Announcing Stardog 7

Kendall Clark

Aug 4, 2019, 5 minute read

Today we’re happy to announce the GA release of Stardog 7, including new low-level storage engine based on RocksDB. Read on for the glorious details.

Up to 20x Write Performance Improvements!

We first told you about Mastiff, our new low-level storage engine, two years ago when we launched development. Today we’re releasing it in Stardog 7 and we’re really excited. Stardog 7 is full of new features, but first let’s talk about the upsides of our new storage engine:

Stardog 7 is dramatically faster, typically between 10x and 20x improvement for writes.
For example, with a 1 billion nodes and edges database, with 10 concurrent transactions, Stardog 7 is 18 times faster than Stardog 6.
Not only is it faster, but even when a database is being updated with very large transactions that might run for hours, smaller transactions are not blocked and will complete in milliseconds.

Write throughput for single nodes is faster; but cluster writes are even faster still. Stardog 7 was designed specifically for our horizontally scalable cluster: thus, it can handle many simultaneous clients all writing at once without any of them blocking one another. Stardog 7’s new concurrent write perf improvements really show up in HA Cluster usage, which is the case that really counts for the enterprise.

In short, Stardog 7’s most obvious enterprise benefit is using it directly in write-heavy use cases like IoT, streaming sensors, and other cases where write pressure is a fact of life.

We’re looking forward to feedback on Stardog 7; for more background check out our pre-alpha post, and for some more details about the performance, we dug into this in the beta1 and beta2 announcements.

Virtual Transparency

But we didn’t stop there…We think Stardog’s unique combination of graph, storage, and virtualization is a data management game changer. Let me tell you a little story about the history of IT so that Virtual Transparency makes sense. I think you’ll be as excited about it as we are.

There are two big trends in IT: mobile and virtualization. We all know what mobile is. But what do I mean by virtualization? I mean what the cloud, storage-area networks, and Kubernetes all have in common. Each of them virtualizes some part of the IT landscape: the cloud virtualizes compute; SANs virtualize storage; Kubernetes virtualizes the data center. In each case we act as if there are infinite CPUs and disks and cluster nodes that we can use for our purposes, whereas in reality we really have no idea what’s really there. And that not knowing, what we can’t see, is part of the trick and part of the magic.

But what technology pulls this magic trick for data? What virtualizes data? What makes data location, format, structure, version number, compatibility layer, etc.–what makes all of it go poof?! We think the answer is Knowledge Graph; it’s the only technology that can unify data at scale and make it seem as if there’s one big “go to” database for all your queries.

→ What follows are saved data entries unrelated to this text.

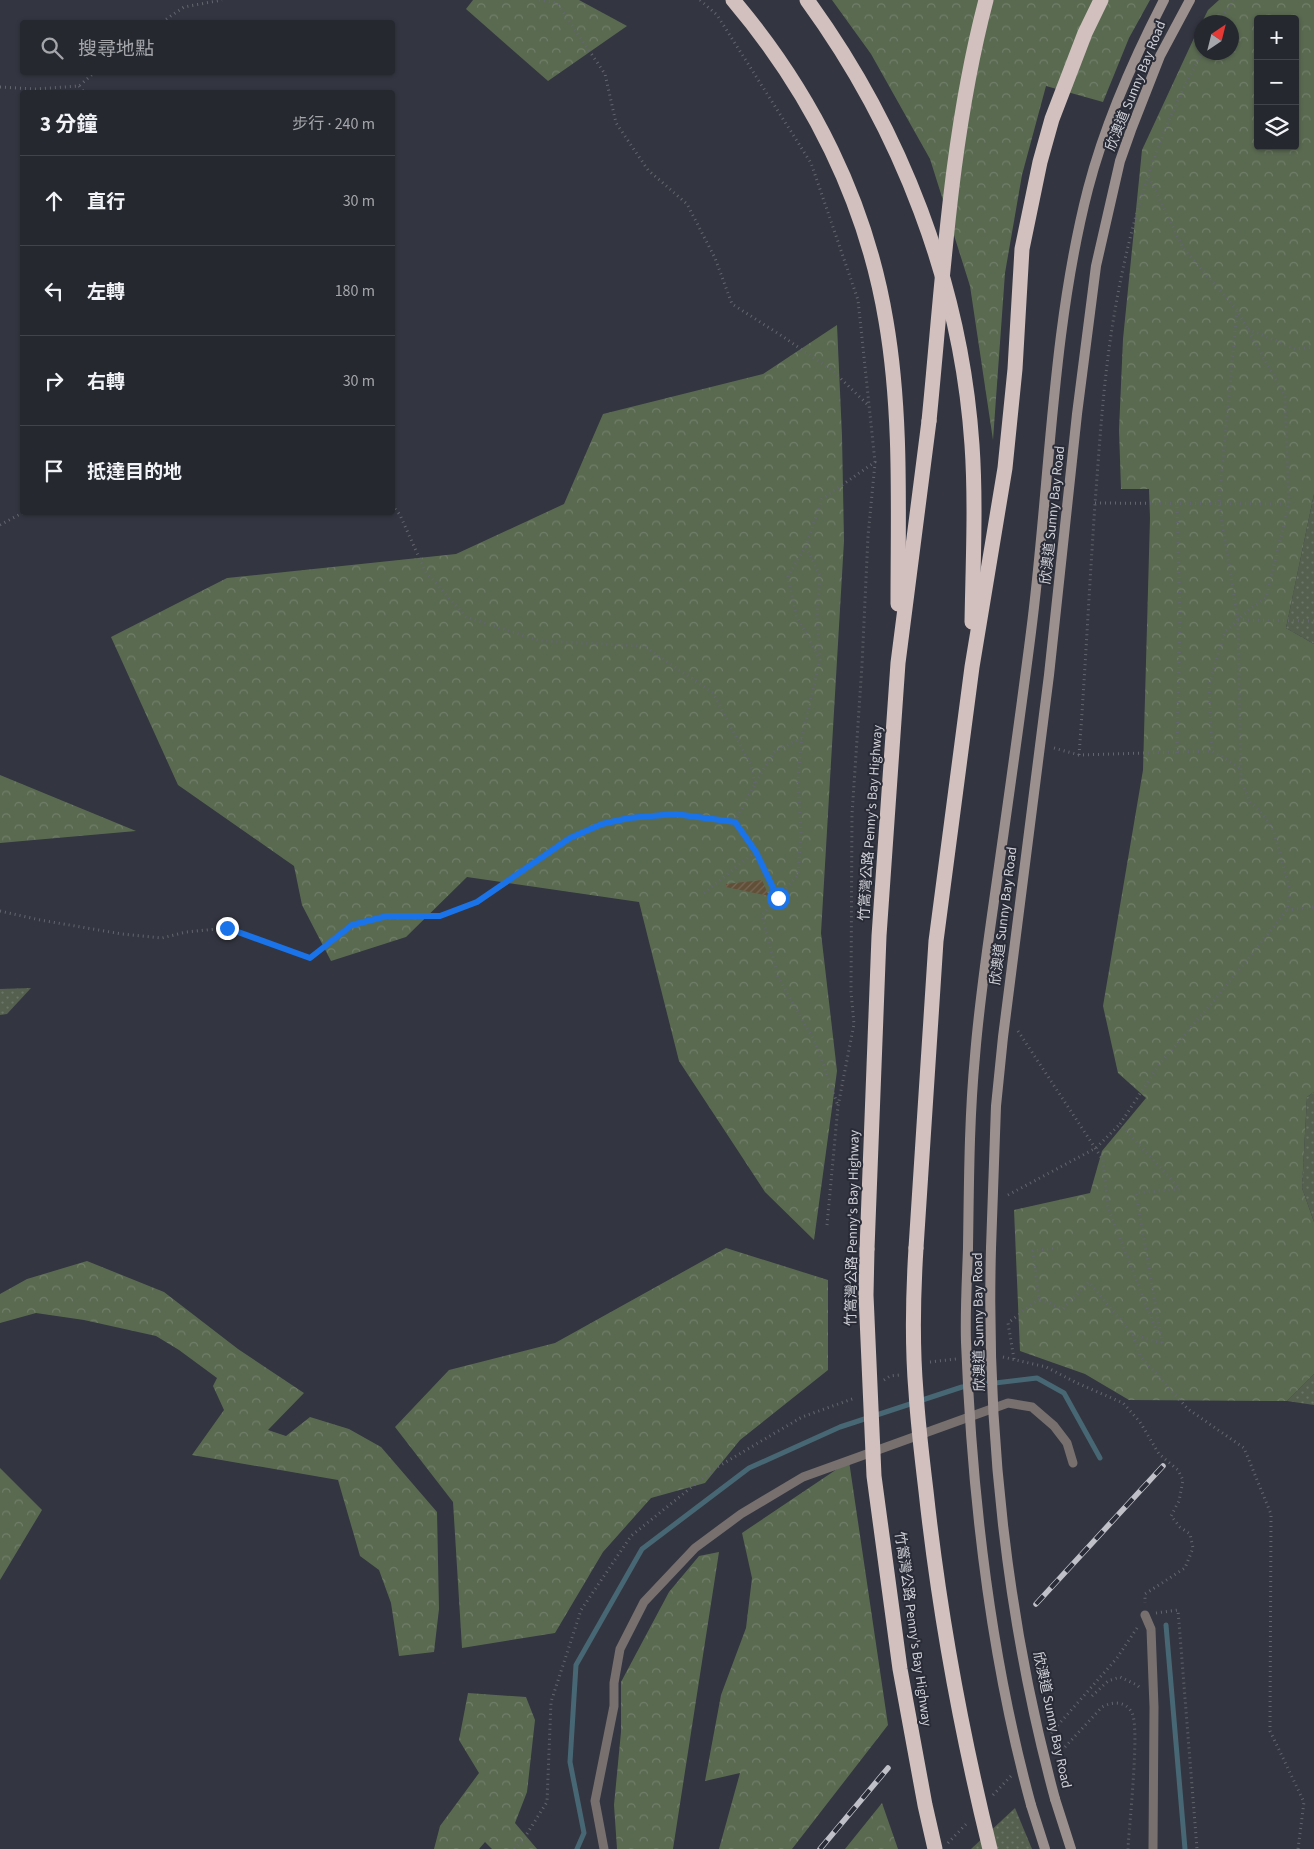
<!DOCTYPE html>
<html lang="zh-TW">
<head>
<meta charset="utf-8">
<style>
	:root { --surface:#262830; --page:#2e3038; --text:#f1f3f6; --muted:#a4a6ab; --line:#42444c }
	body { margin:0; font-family:"Source Sans 3","Noto Sans TC",sans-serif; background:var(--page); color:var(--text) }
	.controls { position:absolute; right:15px; top:15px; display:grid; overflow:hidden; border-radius:5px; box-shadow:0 1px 4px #0004 }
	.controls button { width:45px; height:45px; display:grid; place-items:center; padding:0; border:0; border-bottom:1px solid var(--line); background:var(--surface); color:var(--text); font:25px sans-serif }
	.compass { position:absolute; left:1194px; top:15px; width:45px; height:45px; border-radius:50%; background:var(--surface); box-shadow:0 1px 4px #0004; rotate:35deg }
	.stop { position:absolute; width:15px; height:15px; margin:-11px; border:4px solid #1a73e8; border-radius:50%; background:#fff }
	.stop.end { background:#1a73e8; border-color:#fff; box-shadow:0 1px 5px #0008 }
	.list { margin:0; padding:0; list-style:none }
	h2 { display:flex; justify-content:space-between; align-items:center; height:65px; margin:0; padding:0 20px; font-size:21px }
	h2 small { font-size:16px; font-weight:400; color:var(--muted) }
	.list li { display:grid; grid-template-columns:32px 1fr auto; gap:15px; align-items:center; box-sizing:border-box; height:90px; padding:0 20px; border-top:1px solid var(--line) }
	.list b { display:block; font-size:19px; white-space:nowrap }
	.list em { font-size:16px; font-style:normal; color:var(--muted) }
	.icon { flex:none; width:28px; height:28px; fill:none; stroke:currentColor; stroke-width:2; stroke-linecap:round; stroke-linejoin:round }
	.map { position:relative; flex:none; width:1314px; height:1849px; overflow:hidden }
	.search { position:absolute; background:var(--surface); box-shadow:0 1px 4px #0004; left:20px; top:20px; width:375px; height:55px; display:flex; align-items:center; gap:12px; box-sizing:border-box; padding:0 18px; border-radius:5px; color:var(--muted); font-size:19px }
	.panel { position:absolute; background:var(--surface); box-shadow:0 1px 4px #0004; left:20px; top:90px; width:375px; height:425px; border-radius:5px }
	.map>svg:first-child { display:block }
	.green { fill:url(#green-dots) }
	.forest { fill:url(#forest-crowns); fill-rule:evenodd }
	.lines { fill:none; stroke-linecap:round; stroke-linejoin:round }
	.stream { stroke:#476774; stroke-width:5 }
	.building { fill:url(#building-hatch) }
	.path { stroke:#64666f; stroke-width:3; stroke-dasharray:1 4; stroke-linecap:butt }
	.service { stroke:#77706f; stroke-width:9 }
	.secondary { stroke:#9c908f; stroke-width:10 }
	.motorway { stroke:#d1c0be; stroke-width:15 }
	.rail-casing { stroke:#bfc0c8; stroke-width:5.5 }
	.rail { stroke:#292b36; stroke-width:4; stroke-dasharray:11; stroke-linecap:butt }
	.secondary-bridge { stroke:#9c908f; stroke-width:10 }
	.motorway-bridge { stroke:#d1c0be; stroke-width:15 }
	.route { stroke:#1a73e8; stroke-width:6 }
	.labels { text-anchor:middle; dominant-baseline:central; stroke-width:4; stroke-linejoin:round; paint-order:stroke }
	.street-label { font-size:14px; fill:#d0d1d8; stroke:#292b36 }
</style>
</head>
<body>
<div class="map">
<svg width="1314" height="1849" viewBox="0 0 1314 1849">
	<defs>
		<pattern id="green-dots" width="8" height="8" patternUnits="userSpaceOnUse" patternTransform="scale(1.25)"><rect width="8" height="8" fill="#55604f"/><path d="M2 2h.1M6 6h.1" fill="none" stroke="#6c7668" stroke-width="1.8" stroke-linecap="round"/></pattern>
		<pattern id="forest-crowns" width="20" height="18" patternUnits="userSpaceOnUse" patternTransform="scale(1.25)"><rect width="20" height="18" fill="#5a6a51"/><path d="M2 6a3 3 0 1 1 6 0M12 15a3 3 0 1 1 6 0" fill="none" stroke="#717e69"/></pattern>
		<pattern id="building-hatch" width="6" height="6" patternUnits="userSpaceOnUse" patternTransform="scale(1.25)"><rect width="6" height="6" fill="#614f38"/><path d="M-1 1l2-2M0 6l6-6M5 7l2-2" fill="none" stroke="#776754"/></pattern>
	</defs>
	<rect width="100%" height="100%" fill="#333540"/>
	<g class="green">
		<path d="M1314,494V644L1286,628Z"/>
		<path d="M31,988L7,1014L0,1015V989Z"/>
		<path d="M1314,1092V1222L1302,1188L1307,1097Z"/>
		<path d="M1314,1374V1405L1287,1401Z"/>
		<path d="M1015,1808L1032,1849H971Z"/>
	</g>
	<g class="forest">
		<path d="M473,0H579L627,26L548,81L466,9Z"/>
		<path d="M832,0H1150L1129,38L1103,102L1046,86L1022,175L1005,273L993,440L970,286L930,159L871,54Z"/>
		<path d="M1219,0H1314V494L1286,628L1314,644V1092L1307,1097L1302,1188L1314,1222V1374L1287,1401L1129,1400L1085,1374L1020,1351L1014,1210L1090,1193L1102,1151L1146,1098L1118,1073L1103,1006L1143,770L1150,518L1149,489H1121L1119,430L1123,339L1142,150L1201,23L1202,52H1232V22H1202L1208,10ZM1258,19H1295V146H1258Z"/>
		<path d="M837,325L842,436L844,541L821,933L837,1071L814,1240L765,1192L679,1061L639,902L467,877L406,937L331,961L302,905L294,866L178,785L111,637L227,578L456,554L564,504L603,414L763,374Z"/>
		<path d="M0,775L136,831L0,843Z"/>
		<path d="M726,1248L828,1280V1370L740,1440L705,1483L651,1498L603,1552L555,1633L462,1648L453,1502L395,1427L449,1370L555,1343Z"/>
		<path d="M87,1261L164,1292L238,1349L304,1393L268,1430L286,1436L310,1417L349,1429L381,1447L437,1512L439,1609L434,1652L399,1656L391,1603L379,1570L360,1556L338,1480L192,1455L224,1410L213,1386L217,1378L179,1350L156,1336L84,1320L36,1313L0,1323V1294L27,1279Z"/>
		<path d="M849,1461L888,1725L792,1849H719L740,1773L705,1781L721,1695L746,1628L752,1578L742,1533Z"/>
		<path d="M0,1468L42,1510L0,1580Z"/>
		<path d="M719,1552L673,1849H617L614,1805L621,1732V1682L669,1592L699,1556Z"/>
		<path d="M468,1693L526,1697L535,1720L527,1792L515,1823L537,1849H492L485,1842L479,1849H434L440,1826L479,1773L459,1740Z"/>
		<path d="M882,1803L898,1849H845Z"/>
	</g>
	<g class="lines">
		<g class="stream">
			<path d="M1166,1625L1185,1849"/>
			<path d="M577,1849L584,1833L570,1762L576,1665L642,1549L749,1468L840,1427L962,1387L1037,1378L1064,1393L1100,1458"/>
		</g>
	</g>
	<path class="building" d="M762,880L769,896L726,887V884Z"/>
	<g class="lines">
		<g class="path">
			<path d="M539,0L557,3L605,74L616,123L648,170L687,204L715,258L732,304L782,336L834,372L869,406"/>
			<path d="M700,0L717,15L811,163L858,300L875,462L822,499L806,546L788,576L796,615L820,660L802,738L798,778L801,832L798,875L762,915L778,977L816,1044L838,1106"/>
			<path d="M162,22L184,7L222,0"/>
			<path d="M1220,22L1233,0"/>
			<path d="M79,86L84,92"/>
			<path d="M0,87L35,89L79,86L95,72"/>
			<path d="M1149,177L1183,248L1237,310L1285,396L1289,504L1266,598L1250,609L1225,632L1209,685L1212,751"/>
			<path d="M1248,329L1295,349L1314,347"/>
			<path d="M1095,503L1289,504"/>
			<path d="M392,505L400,515L425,571L466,617L540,641L644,646L713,693L751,765L755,784"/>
			<path d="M0,525L24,512"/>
			<path d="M806,547L820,575L817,616L820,657"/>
			<path d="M1238,620L1314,621"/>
			<path d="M1054,748L1079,755L1212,751L1240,768"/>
			<path d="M1177,753L1180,615L1177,504"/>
			<path d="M1079,755C1086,662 1090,569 1097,477C1101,423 1105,369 1114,316C1129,225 1157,132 1203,52"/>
			<path d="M735,822L755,784L774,752L802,738"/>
			<path d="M704,893L755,852"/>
			<path d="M1287,910L1314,907"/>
			<path d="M0,911L40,920L122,934L162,938L186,932L227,928L309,958L352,925L387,916L440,917L477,902L507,883L542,856L570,838L602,824L629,818L675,813L735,822L755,852L778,898"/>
			<path d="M1018,1031L1103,1160L1108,1208L1158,1335"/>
			<path d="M1008,1195L1096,1148L1120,1124"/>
			<path d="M827,1225L838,1106L854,1024L851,992L852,814L862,665L868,536L875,463"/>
			<path d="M1058,1248L1033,1251L1039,1299L1063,1309L1089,1282L1133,1335L1162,1343"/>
			<path d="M1133,1335L1141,1357L1188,1409L1244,1448L1271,1514L1270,1731L1304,1802L1298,1849"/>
			<path d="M1162,1343L1136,1193L1180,1189L1120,1124L1159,1065L1227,985L1287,910L1290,890L1274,832L1262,813L1250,802L1241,780L1238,620L1219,503L1237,310"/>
			<path d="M1003,1357L1046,1367L1077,1383L1123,1403L1140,1422L1159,1454L1178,1470L1183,1480L1179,1501L1171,1516L1180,1527L1190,1534L1193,1548L1185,1568L1145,1594V1603"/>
			<path d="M1014,1359L1008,1323L1039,1299"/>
			<path d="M930,1362L956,1359"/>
			<path d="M884,1380L890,1376L899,1375"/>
			<path d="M1156,1613L1178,1610L1197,1849"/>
			<path d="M1092,1696L1108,1681L1120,1677L1137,1685L1141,1689"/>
			<path d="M1051,1733L1117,1658L1137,1628"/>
			<path d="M1065,1747L1102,1707C1113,1701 1126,1701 1132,1713C1140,1728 1129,1826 1128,1849"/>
			<path d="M993,1795L1011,1776"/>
			<path d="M948,1843L968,1822"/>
			<path d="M514,1849L523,1840L547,1802L551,1702L581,1610L631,1536L714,1469L802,1417L855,1398"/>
		</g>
		<g class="service">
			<path d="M1145,1615L1151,1629L1154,1707L1153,1849"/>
			<path d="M604,1849L595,1801L614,1706V1683L620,1649L644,1602L695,1548L741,1514L803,1477L1008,1403L1032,1407L1054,1426L1067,1443L1073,1463"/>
		</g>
		<g class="secondary">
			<path d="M968,1248C969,1184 969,1120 975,1056C980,993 990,930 999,866C1010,788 1021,711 1031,632C1050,486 1051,333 1088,189C1105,124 1133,60 1164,0"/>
			<path d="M991,1248L996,1106L1003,1037L1049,675L1077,414L1096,266L1120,161L1131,130L1160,56L1190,0"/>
			<path d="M1055,1799L1071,1849"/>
			<path d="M1031,1805L1045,1849"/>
		</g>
		<g class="motorway">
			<path d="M733,0C811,92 866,201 886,321C902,414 898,510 898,604"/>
			<path d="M807,0C901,129 961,284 972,445C976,503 973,563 972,622"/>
			<path d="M916,1248L936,941L972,667L1005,468L1015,369L1022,249L1040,162L1052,119L1085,33L1101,0"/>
			<path d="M867,1249L879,936L898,663L929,421"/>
		</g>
		<g class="rail-casing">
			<g id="rail">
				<path d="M1036,1604L1163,1466"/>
				<path d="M820,1849L888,1768"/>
			</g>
		</g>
		<use href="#rail" class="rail"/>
		<g class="secondary-bridge">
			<path d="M968,1248C967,1279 965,1311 966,1342C972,1498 990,1655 1031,1805"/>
			<path d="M991,1248C986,1431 1007,1622 1055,1799"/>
		</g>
		<g class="motorway-bridge">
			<path d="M929,421C943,280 950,137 986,0"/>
			<path d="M916,1248C913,1296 912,1345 916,1392C918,1425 922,1458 926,1491C939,1611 961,1731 990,1849"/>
			<path d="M867,1249L866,1295L874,1476L900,1669L925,1805L935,1849"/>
		</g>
	</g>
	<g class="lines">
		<path class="route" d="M227,928L310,958L352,925L387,916H440L477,902L570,838L602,824L629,818L675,814L735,822L756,852L778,898"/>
	</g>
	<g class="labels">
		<g class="street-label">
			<text transform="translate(1136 86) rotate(-68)">欣澳道 Sunny Bay Road</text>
			<text transform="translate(1053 515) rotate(-84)">欣澳道 Sunny Bay Road</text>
			<text transform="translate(871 823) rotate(-86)">竹篙灣公路 Penny's Bay Highway</text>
			<text transform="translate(1004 916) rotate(-83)">欣澳道 Sunny Bay Road</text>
			<text transform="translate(853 1228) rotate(-89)">竹篙灣公路 Penny's Bay Highway</text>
			<text transform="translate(979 1322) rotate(-91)">欣澳道 Sunny Bay Road</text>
			<text transform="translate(913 1629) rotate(82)">竹篙灣公路 Penny's Bay Highway</text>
			<text transform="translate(1052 1720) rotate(78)">欣澳道 Sunny Bay Road</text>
		</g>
	</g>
</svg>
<div class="controls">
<button>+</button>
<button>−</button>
<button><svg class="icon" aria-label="layers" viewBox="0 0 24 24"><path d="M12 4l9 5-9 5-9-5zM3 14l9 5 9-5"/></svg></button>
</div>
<svg class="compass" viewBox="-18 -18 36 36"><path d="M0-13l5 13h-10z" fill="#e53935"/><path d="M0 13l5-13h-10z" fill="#a4a6ab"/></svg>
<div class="stop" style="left:778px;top:898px"></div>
<div class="stop end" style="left:227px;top:928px"></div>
<div class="search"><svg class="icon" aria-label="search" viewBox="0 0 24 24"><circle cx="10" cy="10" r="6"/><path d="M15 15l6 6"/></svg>搜尋地點</div>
<section class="panel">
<h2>3 分鐘<small>步行 · 240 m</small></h2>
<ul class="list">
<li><svg class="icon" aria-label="ahead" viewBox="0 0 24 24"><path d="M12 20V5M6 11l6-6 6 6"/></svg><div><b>直行</b></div><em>30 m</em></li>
<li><svg class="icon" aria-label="left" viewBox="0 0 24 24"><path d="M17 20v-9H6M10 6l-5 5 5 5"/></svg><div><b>左轉</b></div><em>180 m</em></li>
<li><svg class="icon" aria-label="right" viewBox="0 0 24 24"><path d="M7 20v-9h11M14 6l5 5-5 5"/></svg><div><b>右轉</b></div><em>30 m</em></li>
<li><svg class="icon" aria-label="arrive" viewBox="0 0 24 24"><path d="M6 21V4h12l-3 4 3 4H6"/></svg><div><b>抵達目的地</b></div></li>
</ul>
</section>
</div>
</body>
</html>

Now that’s the world in which I want you to think about Stardog 7’s Virtual Transparency capability, since it’s the completion of Stardog’s most basic data management premise, that is, data location is almost always irrelevant. What the Enterprise needs is answers to questions based on its data. Period, the end.

Virtual Transparency in Stardog 7 lifts a restriction on how Virtual Graphs have worked to date; until Stardog 7, when you wrote a query for Stardog that used VG capabilities, you had to encode some location information in the query. It’s a subtle point, but all subtleties matter at scale. So when data locations change–and data locations always change–those queries had to be adjusted. That’s a restriction that we couldn’t live with.

In Stardog 7, queries use Virtual Graphs transparently and Stardog automatically figures out which virtual graph sources and mappings to use to answer queries. And if you have some requirements for encoding location, you’ll still be able to do that. But in Stardog 7 you won’t have to and that means the Enterprise can fully virtualize data. Combining this with the Kubernetes-scaled VG caching we introduced in Stardog 6.2, we think we’ve built the most powerful data virtualization capability in the business.

Schema Multi-tenancy

The last big ticket item in Stardog 7 is schema multi-tenancy. Increasiningly our customers are using Stardog to connect up the fragmented data archipelagos inside their orgs, and this means systematic data and schema extensibility and reuse. All the data really is connected and with Stardog that means, if you are a global manufacturer, for example, leveraging the Stardog-based predictive maintenance solution to complement a divisional GDPR solution.

To support this kind of curve-bending ROI, we’re lifting another restriction and allowing multiple schemas per database in Stardog 7. This will mean that different use cases, orgs, lines of business, and apps can share and reuse connected data hosted in Stardog 7 without stepping on each other’s toes or, just as crucially, without requiring a single schema to rule all the others. That’s not realistic and now it’s not required.